Leccese
- Conservation status: FAO (2007): not at risk
- Other names: Moscia Leccese
- Country of origin: Italy
- Distribution: Salento peninsula
- Use: Triple-purpose, primarily for milk

Traits
- Weight: Male: 59 kg; Female: 45 kg;
- Height: Male: 73 cm; Female: 66 cm;
- Wool color: White, occasionally black
- Face color: Black

= Leccese =

Breed of sheep

The Leccese or Moscia Leccese is a breed of domestic sheep indigenous to the Salento peninsula, in Puglia, southern Italy. Its name derives from that of Lecce, the principal city of the peninsula. Like the Pinzirita and the Altamurana, it belongs to the Zackel sheep group. It is a hardy and frugal breed, usually kept in semi-feral herds, capable of surviving year-round on pasture alone. The wool is normally white and the skin flesh-coloured with darker mottlings. In a small proportion of animals the wool is entirely black, and the skin is also black; these black-skinned sheep are resistant to the effects of the poisonous Hypericum crispum, common in the Salento, which in the white-woolled, pale-skinned sheep causes photosensitivity and thus dermatitis.

The Leccese is one of the seventeen autochthonous Italian sheep breeds for which a genealogical herdbook is kept by the Associazione Nazionale della Pastorizia, the Italian national association of sheep-breeders.
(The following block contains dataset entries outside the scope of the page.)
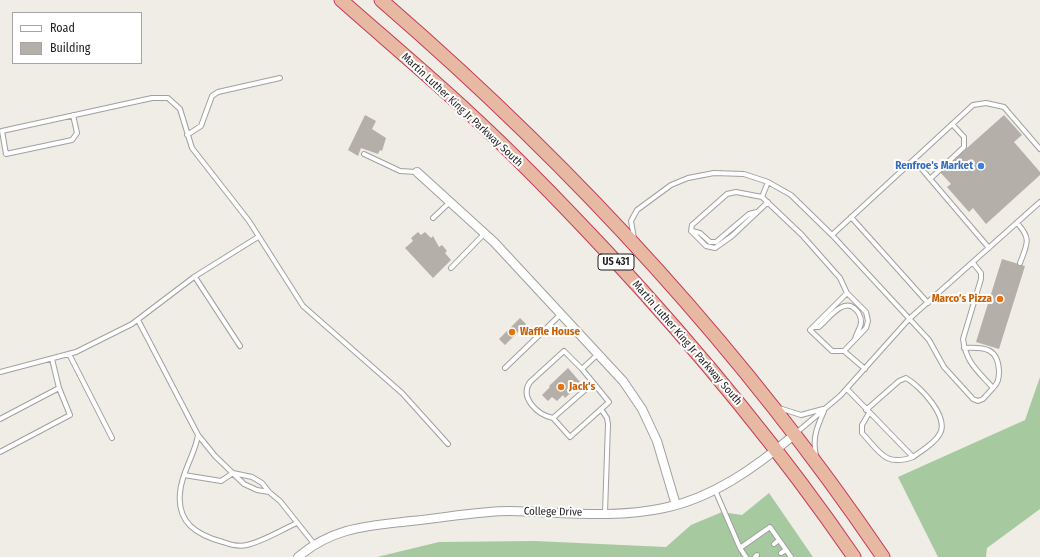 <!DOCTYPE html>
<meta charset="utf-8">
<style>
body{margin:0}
#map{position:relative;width:1040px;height:557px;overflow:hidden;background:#efede6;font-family:"Fira Sans Condensed",sans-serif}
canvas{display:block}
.legend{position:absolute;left:12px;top:12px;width:130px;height:52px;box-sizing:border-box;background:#fff;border:1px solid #a5a5a5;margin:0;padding:5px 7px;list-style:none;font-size:12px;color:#1f1f1f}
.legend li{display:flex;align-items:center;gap:8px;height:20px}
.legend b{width:20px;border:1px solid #a5a5a5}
</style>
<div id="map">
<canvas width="1040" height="557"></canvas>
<ul class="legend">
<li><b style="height:5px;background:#fff"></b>Road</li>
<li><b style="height:11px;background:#b4afa9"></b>Building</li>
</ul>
</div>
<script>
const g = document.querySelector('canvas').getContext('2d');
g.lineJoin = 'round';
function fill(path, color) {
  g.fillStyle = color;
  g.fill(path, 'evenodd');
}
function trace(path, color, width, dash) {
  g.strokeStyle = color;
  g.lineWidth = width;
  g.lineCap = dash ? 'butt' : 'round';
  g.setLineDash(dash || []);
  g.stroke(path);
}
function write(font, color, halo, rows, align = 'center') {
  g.font = font + ' "Fira Sans Condensed",sans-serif';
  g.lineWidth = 4;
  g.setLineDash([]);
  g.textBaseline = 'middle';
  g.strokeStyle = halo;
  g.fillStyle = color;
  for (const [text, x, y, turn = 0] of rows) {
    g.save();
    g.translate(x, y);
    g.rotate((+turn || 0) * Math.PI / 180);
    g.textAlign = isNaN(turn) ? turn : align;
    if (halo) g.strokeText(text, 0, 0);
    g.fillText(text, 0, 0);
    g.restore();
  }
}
const forest = new Path2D(`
 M1040 377V509L987 548 986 557H938L898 477 1025 420Z
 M769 493 813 557H377L439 542 535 541 666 547 691 525 722 512 742 515Z`);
const building = new Path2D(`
 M365 115 376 121 372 129 386 138 382 151 380 150 378 154 361 148 358 156 348 150Z
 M1004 115 1022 135 1014 142 1040 172V175L986 224 973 208 969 212 947 187 951 184 940 172Z
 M418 232 421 235 425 232 431 238 433 236 439 247 442 245 447 251 445 253 451 260 433 278 405 248 413 241 411 238Z
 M1002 259 1025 266 999 349 976 342Z
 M520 318 526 324 505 345 499 339Z
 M568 368 581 383 565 398 563 395 557 401 552 397 548 401 542 395 550 387 549 386Z`);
const service = new Path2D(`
 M73 115 77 133 72 140 6 154 2 131 152 98H168L180 109 192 148 249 221 303 306 402 393 448 444
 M187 135 201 126 212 96 218 92 280 78
 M364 154 400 171 417 172
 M914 160 989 248
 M930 179 964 147V137L952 124
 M762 197 802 235 840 278 847 293 866 312 868 321 866 328 844 351
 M851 217 928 303
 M433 218 451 201
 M1017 223C1032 239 1027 244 1020 263
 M691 231 692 225 727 194 736 192 762 197 768 182
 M691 231 706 246 715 248 732 236 768 202
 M692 231 700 233 710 242H716L749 214 757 212
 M634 238 631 221 637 210 671 185 688 178 714 173 744 174 768 182 791 195 832 235
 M973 263 981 273V279L963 339C966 363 978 371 993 388L983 399 978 401 973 399 944 367 929 340 832 235 973 105 986 103 1004 107 1040 149
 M451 268 485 233
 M195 277 240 346
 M847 293 810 330 832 351H844L865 369
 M138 320 198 435 215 456 244 484 257 490 269 492
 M813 327H819C827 320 843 298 854 308 859 312 861 316 861 322 861 328 856 333 855 339
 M964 348C985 347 998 348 999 371 999 379 998 383 993 388
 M69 354 112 438
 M505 368 561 314
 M582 369 598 354
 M0 372 76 352 132 324 194 277 258 237
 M847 389 913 457C921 451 934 444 939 435 951 418 920 386 906 378L899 381 866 410
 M779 408 801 415 823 409
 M601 409 607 418 608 424 605 513
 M869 413 862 425V433C880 452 885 467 913 457
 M553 418 570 437 609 402 582 369 564 351 530 382C519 398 538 415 553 418L593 383
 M0 419 59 388
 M796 433 840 396 909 319 1040 202
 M198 435C195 455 181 473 180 493 177 523 197 535 223 542 231 545 239 547 247 545 264 541 281 530 297 523
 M0 452 70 415 59 388 52 359
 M816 456C812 438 817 427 824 411
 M184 475 221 481 233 473 252 477 262 483 269 492 280 501 315 545
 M715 490 740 548 746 557
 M774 544 779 540
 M740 548 770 527 791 557
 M781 553 786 550
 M755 557 757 555`);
const minor = new Path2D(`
 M417 172 494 242 623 381 642 409 657 441 676 505
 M298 557C333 527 368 526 411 521 444 518 478 511 510 511 561 512 614 519 664 508 713 498 756 467 794 435`);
const trunk = new Path2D(`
 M341 0C384 38 428 75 470 114 518 158 563 205 607 252 696 348 780 449 854 557
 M381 0C571 164 742 349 883 557`);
const markers = [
 [981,166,4,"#3f7fe0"],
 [1000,299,4,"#e8710a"],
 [512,332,4,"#e8710a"],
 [561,387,4,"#e8710a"]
];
const shields = [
 [616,262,36]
];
const shieldNames = [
 ["US 431",616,262]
];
const streetNames = [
 ["Martin Luther King Jr Parkway South",462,110,43],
 ["Martin Luther King Jr Parkway South",687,343,49],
 ["College Drive",553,512,1]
];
const shopNames = [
 ["Renfroe's Market",973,166]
];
const foodNames = [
 ["Marco’s Pizza",992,299,"right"],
 ["Waffle House",520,332],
 ["Jack's",569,387]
];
fill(forest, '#a7c9a0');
fill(building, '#b4afa9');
trace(service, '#a0a0a0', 6);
trace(minor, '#a0a0a0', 10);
trace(trunk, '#c63a58', 15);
trace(service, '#fff', 4);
trace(minor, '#fff', 8);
trace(trunk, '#e7b9a2', 13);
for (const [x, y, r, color] of markers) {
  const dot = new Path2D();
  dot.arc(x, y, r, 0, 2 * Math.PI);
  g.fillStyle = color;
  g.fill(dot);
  trace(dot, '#fff', 1.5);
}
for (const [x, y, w] of shields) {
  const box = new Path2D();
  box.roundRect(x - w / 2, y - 8, w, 16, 3);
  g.fillStyle = '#fff';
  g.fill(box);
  trace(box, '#1f1f1f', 1);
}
write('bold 10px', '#1f1f1f', null, shieldNames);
write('11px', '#1f1f1f', '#fff', streetNames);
write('bold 11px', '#366cbe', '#fff', shopNames, 'right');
write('bold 11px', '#c56008', '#fff', foodNames, 'left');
</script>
The herd-book was established in 1972. Total numbers for the breed were estimated at 240,000 in 1983; in 2013 the number recorded in the herd-book was 574.

The milk yield of the Leccese averages 76 ± 21 litres in 180 days for primiparous, and 99 ± 37 L for pluriparous, ewes. The milk has 7% fat and 6.5% protein. Lambs are usually slaughtered at about 90 days, when they weigh approximately 23 kg. Rams yield about 3.2 kg of wool, ewes about 2.1 kg, in two shearings; the wool is of ordinary quality, suitable for mattresses.